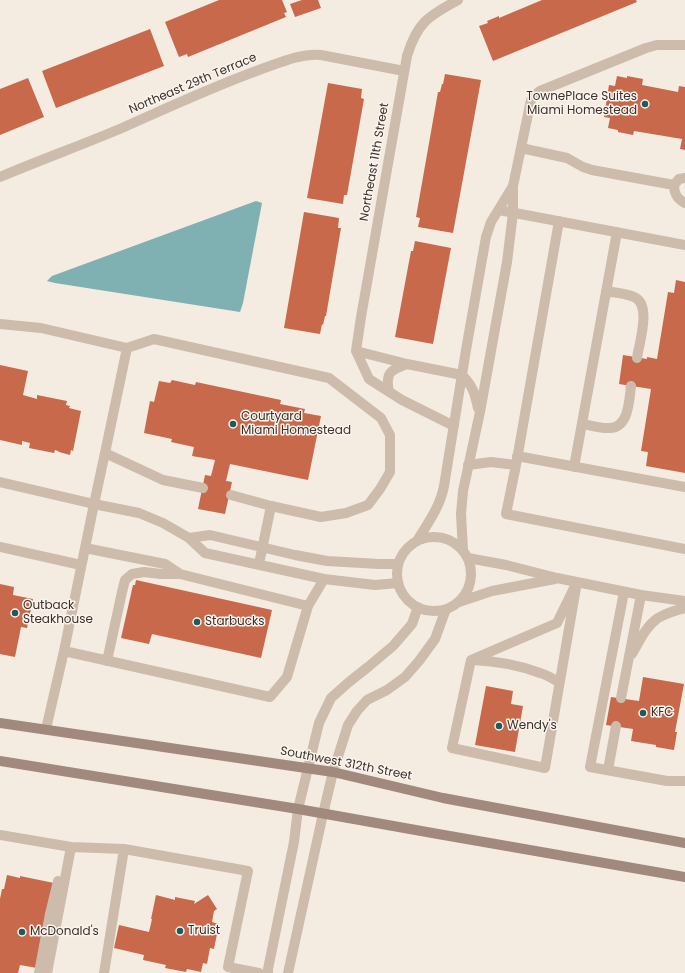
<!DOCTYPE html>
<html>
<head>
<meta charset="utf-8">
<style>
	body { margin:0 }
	canvas { display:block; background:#f4ebe1 }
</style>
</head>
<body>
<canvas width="685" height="973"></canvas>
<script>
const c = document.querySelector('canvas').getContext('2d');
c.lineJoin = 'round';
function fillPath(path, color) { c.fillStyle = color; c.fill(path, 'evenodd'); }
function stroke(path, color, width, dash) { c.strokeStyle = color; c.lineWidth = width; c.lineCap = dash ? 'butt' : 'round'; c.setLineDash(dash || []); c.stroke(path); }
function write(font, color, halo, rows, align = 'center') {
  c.font = font + ' Poppins,sans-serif'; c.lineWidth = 3; c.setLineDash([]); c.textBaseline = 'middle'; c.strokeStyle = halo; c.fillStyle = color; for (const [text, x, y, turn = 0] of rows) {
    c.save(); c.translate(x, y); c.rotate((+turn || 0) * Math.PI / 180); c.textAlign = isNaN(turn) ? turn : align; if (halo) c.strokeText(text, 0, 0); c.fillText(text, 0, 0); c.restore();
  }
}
fillPath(new Path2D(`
	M256,201L262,203L243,303L240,312L55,283L47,281L52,276Z`), '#7fb0b2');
fillPath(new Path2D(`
	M219,0H282L287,12L284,13L286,17L188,57L187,54L179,57L165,22Z
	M302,0H318L321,8L295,17L290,4Z
	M542,0H636L637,2L493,61L479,26L488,23L487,21L499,16V18Z
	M150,29L164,66L56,108L42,71Z
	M445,74L481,80L453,233L418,227L420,218L416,217L438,92H440L442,84H443Z
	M617,76L627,78V76L643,79L642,85L678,92L679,86L685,87V150L680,149L682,139L634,131L633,135L618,132V130L608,128L610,118L604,117L609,85L615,86Z
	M28,78L44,117L0,135V89Z
	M328,83L362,89L361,98L364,99L347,195H344L343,204L307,198Z
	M304,212L339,218L338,228H341L326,316H325L323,325L322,324L320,334L284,328Z
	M415,241L451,248L433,344L395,337L411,251H413Z
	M676,280L685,282V473L646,466L648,452L641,451L651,389L619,384L623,355L647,359V357L657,359L668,292L674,293Z
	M0,365L28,371L23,395L37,399V395L67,401L66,405L70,406L69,408L81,411L73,451L71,450L70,455L59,452L58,451L55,450L54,453L29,448L30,443L22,441V445L0,440Z
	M172,380L195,385L196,382L281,400L280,404L305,409L304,413L321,416L308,480L230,464L226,481L232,482L225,514L198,509L205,475L211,476L215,460L192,456L194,447L171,442L172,439L144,433L150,401L154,402L159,381L170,383Z
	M136,580L272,610L261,658L152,634L149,644L121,638L133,585H135Z
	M0,584L14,587L13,595L33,599L27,628L21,627L15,657L0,654Z
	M643,677L684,684L675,732H677L674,750L656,747V745L631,741L633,729L606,725L611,697L639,701Z
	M486,686L513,691L511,704L523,706L515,752L475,745Z
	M7,875L20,878V876L54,883L37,968L20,965L18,973H0V899L2,889H4Z
	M156,895L175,900V897L195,901L194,904L208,895L217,909L214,911L212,922L219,924L214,949L210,948L207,964L203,963L201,972L187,969L186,972L165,968L166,965L143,960L144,955L114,948L119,925L149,932L152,919H151Z`), '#c8694b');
stroke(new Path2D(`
	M521,148L567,158L583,167L592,170L674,185
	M685,178L679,179L674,185C674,194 677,199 685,203
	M513,186L531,100L535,95L540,91L646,48L657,45H685
	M499,210L685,245
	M559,221L516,465L506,514L685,549
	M606,291C615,293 628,293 636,298C651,307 639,344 637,358
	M0,324L41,328L127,348L105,453L94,504L64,651L46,729
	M127,348L154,339L329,378L381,418L390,435V472L380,489L368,505L346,513L321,517L271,506L231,495
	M582,424C590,425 599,428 607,428C629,430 629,401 631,386
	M105,453L163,480L203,488
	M517,456L685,487
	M468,465L491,462L516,465
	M574,467L617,232
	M0,482L94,504L139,513L163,523L189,538L205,553L324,579L375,585L398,583
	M189,538L210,535L295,555L327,561L379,564H398
	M0,547L81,565
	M85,548L165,564L180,574L308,606
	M468,558L506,565L557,578L641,595L685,601
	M259,564L271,506
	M577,582L545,768L452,748L471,660L557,623Z
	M624,592L590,767L667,781H685
	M459,602L492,591L555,579
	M64,651L270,697L287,677L308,606L324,579
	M632,654C639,642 646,626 658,618C667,613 676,610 685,608
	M473,660C496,661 519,665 540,673C547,675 553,679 559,682
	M107,661L122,592L125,580L132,574L144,572L161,574H180
	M621,698L641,595
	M608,770L616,726
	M0,835L71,847L124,849L248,871L228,967L259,973
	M39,973L50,914L58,881
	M47,973L71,847
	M104,973L124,849
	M268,973V969L294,842L298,809
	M288,973L323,814`), '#cdbbac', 10);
stroke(new Path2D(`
	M0,177C40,160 82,145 122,128C167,108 212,87 259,70C279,63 300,53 321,55L404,71
	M356,351L361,317L407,56C417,23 428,16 458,0
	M356,351L407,364L462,375C473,386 475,394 478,408
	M356,351L369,379L402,400L454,426
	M389,392C385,373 390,370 407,364
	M397 574a37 37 0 1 1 74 0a37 37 0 1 1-74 0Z
	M417,541C428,523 440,507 444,486L466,350L486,237L491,222L513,186
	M463,550L461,514L463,491L480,412L507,262L513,213V186
	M298,809L319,723L331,698L349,682L368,667L393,646L412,624L418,607
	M323,814L333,772L348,725L357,711L367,700L387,690L405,677L419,661L435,639L446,609`), '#cdbbac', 10);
stroke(new Path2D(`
	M0,723L333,772L443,798L685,843
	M0,761L298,809L438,834L685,877`), '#a18a7d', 10);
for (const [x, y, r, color] of [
	[645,104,4,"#1f5a5e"],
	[233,424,4,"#1f5a5e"],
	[15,613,4,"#1f5a5e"],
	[197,622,4,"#1f5a5e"],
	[643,713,4,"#1f5a5e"],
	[499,726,4,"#1f5a5e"],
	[180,931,4,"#1f5a5e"],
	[22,932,4,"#1f5a5e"]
]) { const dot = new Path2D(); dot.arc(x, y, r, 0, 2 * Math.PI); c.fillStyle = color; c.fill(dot); stroke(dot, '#fbf5ee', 1.5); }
write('12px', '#3b302b', '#fbf5ee', [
	["Northeast 29th Terrace",193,84,-23],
	["Northeast 11th Street",375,162,-80],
	["Southwest 312th Street",346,764,11]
]);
write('12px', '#3b302b', '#fbf5ee', [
	["TownePlace Suites",637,97,"right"],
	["Miami Homestead",637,111,"right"],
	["Courtyard",241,417],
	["Miami Homestead",241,431],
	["Outback",23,606],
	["Steakhouse",23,620],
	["Starbucks",205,622],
	["KFC",651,713],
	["Wendy's",507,726],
	["Truist",188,931],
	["McDonald's",30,932]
], 'left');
</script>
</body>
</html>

_ _ _ _ _ _ _

### Work order
Show, from the listing above, each line that contains the word "setLineDash".

### Solution
function stroke(path, color, width, dash) { c.strokeStyle = color; c.lineWidth = width; c.lineCap = dash ? 'butt' : 'round'; c.setLineDash(dash || []); c.stroke(path); }
  c.font = font + ' Poppins,sans-serif'; c.lineWidth = 3; c.setLineDash([]); c.textBaseline = 'middle'; c.strokeStyle = halo; c.fillStyle = color; for (const [text, x, y, turn = 0] of rows) {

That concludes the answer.